La Semana Santa: expresión de fe
3. “Cristo por nosotros se sometió incluso a la muerte, y una muerte de cruz. Por eso Dios lo levantó sobre todo, y le concedió el nombre que está sobre todo nombre” (Flp 2,9). Estas palabras del apóstol san Pablo expresan nuestra fe: la fe de la Iglesia. La Semana Santa nos sitúa de nuevo ante Cristo, vivo en su Iglesia. El misterio pascual, la pasión, muerte y resurrección, que revivimos durante estos días, es siempre actual. Todos los años, durante la Semana santa, se renueva la gran escena en la que se decide el drama definitivo, no sólo para aquella generación, sino para toda la humanidad y para cada persona, para siempre. Nosotros somos los contemporáneos del Señor. Y, como la gente de Jerusalén, como los discípulos y las mujeres, estamos llamados a decidir si lo acogemos, creemos en él y lo seguimos o no, si estamos con él o contra él, si somos simples espectadores de su pasión y muerte o, incluso, si le negamos con nuestras palabras, actitudes y comportamientos.
Como cada año, estos días santos quieren conducirnos a la celebración del centro de nuestra fe: Cristo Jesús y su misterio Pascual.
Llamada a vivir con fidelidad nuestro ser cristiano
4. En la pasión se pone de relieve la fidelidad de Cristo, en contraste con la infidelidad humana. En la hora de la prueba, mientras todos, también los discípulos, incluido Pedro, abandonan a Jesús (cf. Mt 26, 56), él permanece fiel, dispuesto a derramar su sangre para cumplir la misión que le confió el Padre. Junto a él permanece María, silenciosa y sufriente. Aprendamos de Jesús y de su Madre, que es también nuestra madre. La verdadera fuerza del cristiano se muestra en la fidelidad en el seguimiento de Cristo, en su capacidad de dar testimonio de la verdad del Evangelio, resistiendo a las corrientes contrarias, a las incomprensiones y a los hostigamientos. Es el camino por el que el Nazareno nos llama para que lo sigamos.
Su muerte tan llena de fidelidad y de amor ha abierto un camino en el apretado bosque, lleno de tropiezos, de nuestra realidad. Jesucristo, el Hijo de Dios, ha abierto un camino para que todos podamos seguirle, con la certeza de que, por difícil que nos parezca, el que quiera podrá encontrar en El vida, salvación y gracia. Os invito a vivir la Pascua acercando vuestras vidas al Sacramento de la Confesión y, purificado el pasado, seguir dejando que Cristo brille en nosotros. ¡Abramos nuestro corazón a Cristo que nos ama!.

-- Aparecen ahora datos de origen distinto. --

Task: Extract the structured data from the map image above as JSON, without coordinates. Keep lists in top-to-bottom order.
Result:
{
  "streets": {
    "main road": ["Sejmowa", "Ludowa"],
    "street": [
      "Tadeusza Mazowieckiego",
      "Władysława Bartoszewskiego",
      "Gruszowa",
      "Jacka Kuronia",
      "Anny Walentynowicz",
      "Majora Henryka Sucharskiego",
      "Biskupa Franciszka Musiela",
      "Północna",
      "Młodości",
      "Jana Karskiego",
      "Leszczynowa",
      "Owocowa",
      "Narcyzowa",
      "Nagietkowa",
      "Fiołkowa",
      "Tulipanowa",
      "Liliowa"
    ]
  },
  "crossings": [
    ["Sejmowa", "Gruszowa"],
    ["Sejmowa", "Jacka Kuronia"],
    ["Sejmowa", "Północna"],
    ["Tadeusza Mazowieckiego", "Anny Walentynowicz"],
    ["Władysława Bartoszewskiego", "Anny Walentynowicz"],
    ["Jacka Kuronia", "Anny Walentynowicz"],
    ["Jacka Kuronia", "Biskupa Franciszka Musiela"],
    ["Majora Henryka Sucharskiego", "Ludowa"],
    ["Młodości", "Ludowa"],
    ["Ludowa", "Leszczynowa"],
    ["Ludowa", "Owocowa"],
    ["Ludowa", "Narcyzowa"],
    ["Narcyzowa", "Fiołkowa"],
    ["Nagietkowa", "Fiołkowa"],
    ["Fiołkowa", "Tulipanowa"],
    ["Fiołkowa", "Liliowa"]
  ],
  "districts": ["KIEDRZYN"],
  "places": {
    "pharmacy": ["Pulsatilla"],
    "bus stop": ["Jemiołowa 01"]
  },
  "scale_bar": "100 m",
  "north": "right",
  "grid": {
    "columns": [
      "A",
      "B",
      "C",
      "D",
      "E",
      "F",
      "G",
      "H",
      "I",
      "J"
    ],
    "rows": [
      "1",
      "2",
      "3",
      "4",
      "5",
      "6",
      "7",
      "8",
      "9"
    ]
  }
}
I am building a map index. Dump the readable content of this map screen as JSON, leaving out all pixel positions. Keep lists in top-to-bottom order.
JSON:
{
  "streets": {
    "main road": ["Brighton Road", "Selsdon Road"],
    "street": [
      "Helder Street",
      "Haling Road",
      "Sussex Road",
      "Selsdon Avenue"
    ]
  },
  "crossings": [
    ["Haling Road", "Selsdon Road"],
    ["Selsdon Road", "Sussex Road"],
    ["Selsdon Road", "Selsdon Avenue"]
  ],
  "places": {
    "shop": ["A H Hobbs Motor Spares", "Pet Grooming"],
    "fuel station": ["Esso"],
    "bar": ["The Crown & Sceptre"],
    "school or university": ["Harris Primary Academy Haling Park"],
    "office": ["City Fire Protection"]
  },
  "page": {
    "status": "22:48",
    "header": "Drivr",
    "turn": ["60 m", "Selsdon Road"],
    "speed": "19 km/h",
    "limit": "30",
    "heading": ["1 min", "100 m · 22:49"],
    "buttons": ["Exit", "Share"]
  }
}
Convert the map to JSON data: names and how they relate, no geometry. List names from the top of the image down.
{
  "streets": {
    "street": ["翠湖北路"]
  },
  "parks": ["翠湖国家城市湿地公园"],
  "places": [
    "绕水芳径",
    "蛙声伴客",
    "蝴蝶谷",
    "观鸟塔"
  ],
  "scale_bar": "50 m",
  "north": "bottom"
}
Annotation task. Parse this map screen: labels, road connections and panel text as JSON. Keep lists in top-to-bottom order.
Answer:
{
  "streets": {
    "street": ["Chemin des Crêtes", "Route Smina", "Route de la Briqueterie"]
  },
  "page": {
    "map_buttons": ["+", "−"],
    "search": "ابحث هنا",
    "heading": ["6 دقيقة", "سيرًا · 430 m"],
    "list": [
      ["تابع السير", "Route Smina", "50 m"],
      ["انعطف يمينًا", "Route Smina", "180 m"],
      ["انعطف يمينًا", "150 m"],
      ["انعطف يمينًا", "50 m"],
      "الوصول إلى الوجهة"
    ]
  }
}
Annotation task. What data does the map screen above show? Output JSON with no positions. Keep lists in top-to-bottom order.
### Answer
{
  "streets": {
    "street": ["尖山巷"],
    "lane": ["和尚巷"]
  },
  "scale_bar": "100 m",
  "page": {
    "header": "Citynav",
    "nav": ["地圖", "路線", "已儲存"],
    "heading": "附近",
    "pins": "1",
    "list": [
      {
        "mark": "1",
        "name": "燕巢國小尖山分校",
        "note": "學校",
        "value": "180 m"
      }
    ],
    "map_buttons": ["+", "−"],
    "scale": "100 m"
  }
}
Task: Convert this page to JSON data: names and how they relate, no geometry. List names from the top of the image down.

5. Celebremos estos días en contemplación meditativa. En ellos se va a hacer presente todo lo más grande y profundo que tenemos y creemos. Que nuestra participación en las celebraciones nos adentren en un renovado despertar de nuestra fe, de nuestra esperanza y de nuestro amor.
La Eucaristía nos hace participar de la vida nueva de Jesús, nuestro Señor y Salvador. Revitalicemos nuestra fe. Así se lo pido a María que supo estar al lado de su Hijo Jesucristo. Que Ella, como buena Madre, nos ayude a ser fieles seguidores de su Hijo. Amén.